# Components:
→ Pork
01 - 3 pounds boneless pork shoulder, trimmed of excess fat
→ Seasoning
02 - 1 teaspoon salt
03 - 1/2 teaspoon black pepper
04 - 1 teaspoon smoked paprika
05 - 1/2 teaspoon garlic powder
06 - 1/2 teaspoon onion powder
→ Sauce
07 - 1 cup BBQ sauce (ensure gluten-free if required)
08 - 1/2 cup honey
09 - 1/2 cup peach preserves or peach jam
10 - 2 tablespoons apple cider vinegar
11 - 1 tablespoon Dijon mustard
12 - 1 tablespoon Worcestershire sauce
→ Peaches
13 - 2 large ripe peaches, peeled, pitted, and sliced (or 1 1/2 cups frozen peach slices)
# Method:
01 - Pat pork shoulder dry using paper towels. Combine salt, black pepper, smoked paprika, garlic powder, and onion powder, then apply evenly to pork.

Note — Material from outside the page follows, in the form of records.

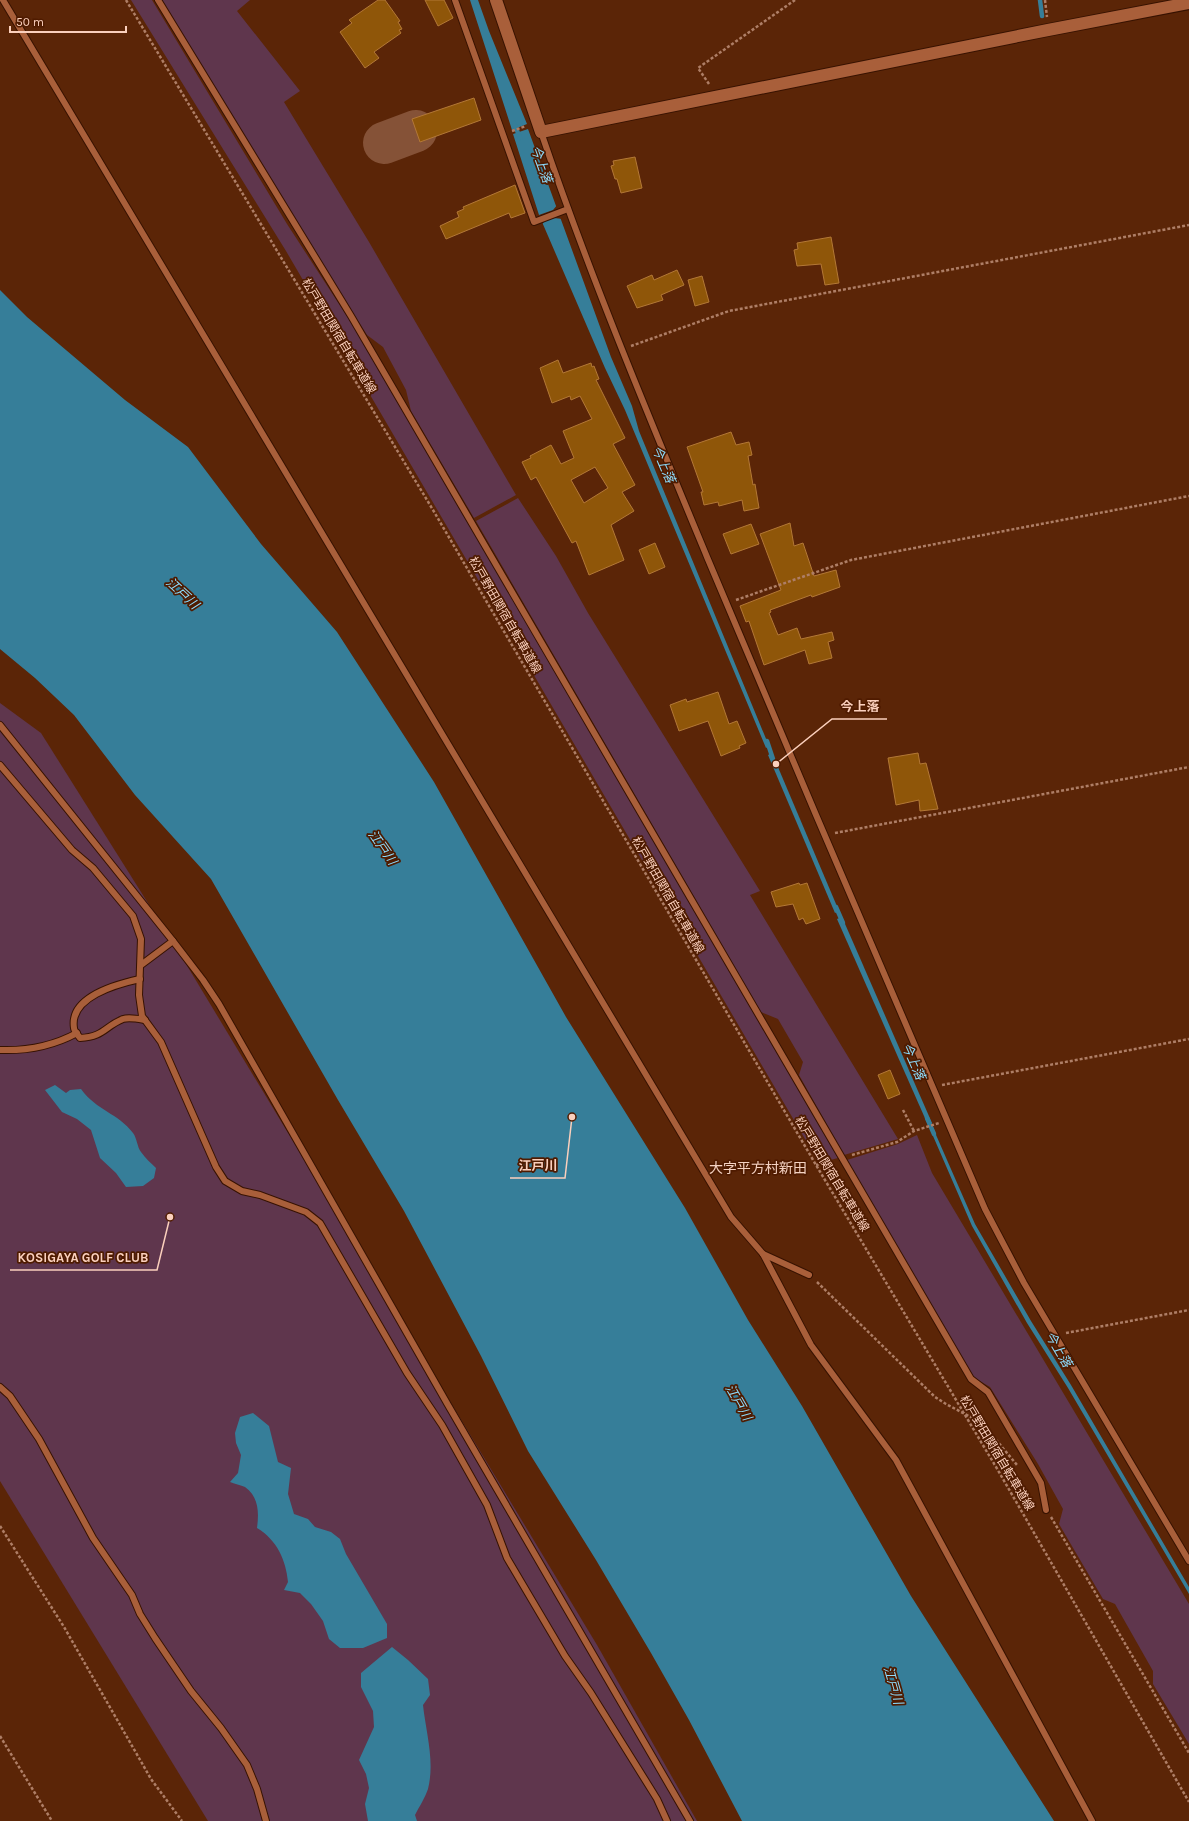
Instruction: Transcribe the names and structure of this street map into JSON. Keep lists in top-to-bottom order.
{
  "streets": {
    "path": ["松戸野田関宿自転車道線"]
  },
  "districts": ["大字平方村新田"],
  "water": ["今上落", "江戸川"],
  "places": ["今上落", "江戸川", "KOSIGAYA GOLF CLUB"],
  "scale_bar": "50 m"
}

02 - Place the seasoned pork shoulder into the crockpot.
03 - In a mixing bowl, whisk together BBQ sauce, honey, peach preserves, apple cider vinegar, Dijon mustard, and Worcestershire sauce until fully blended.
04 - Pour the sauce over the pork in the crockpot. Arrange peach slices on top and around the pork.
05 - Cover the crockpot and cook on low for 8 hours, or until the pork becomes tender and shreds effortlessly.
06 - Remove the pork from the crockpot and use two forks to shred thoroughly.
07 - Skim excess fat from the cooking liquid if necessary. Return shredded pork to the crockpot and combine well with sauce and peaches.
08 - Serve hot on buns, over rice, or alongside preferred sides.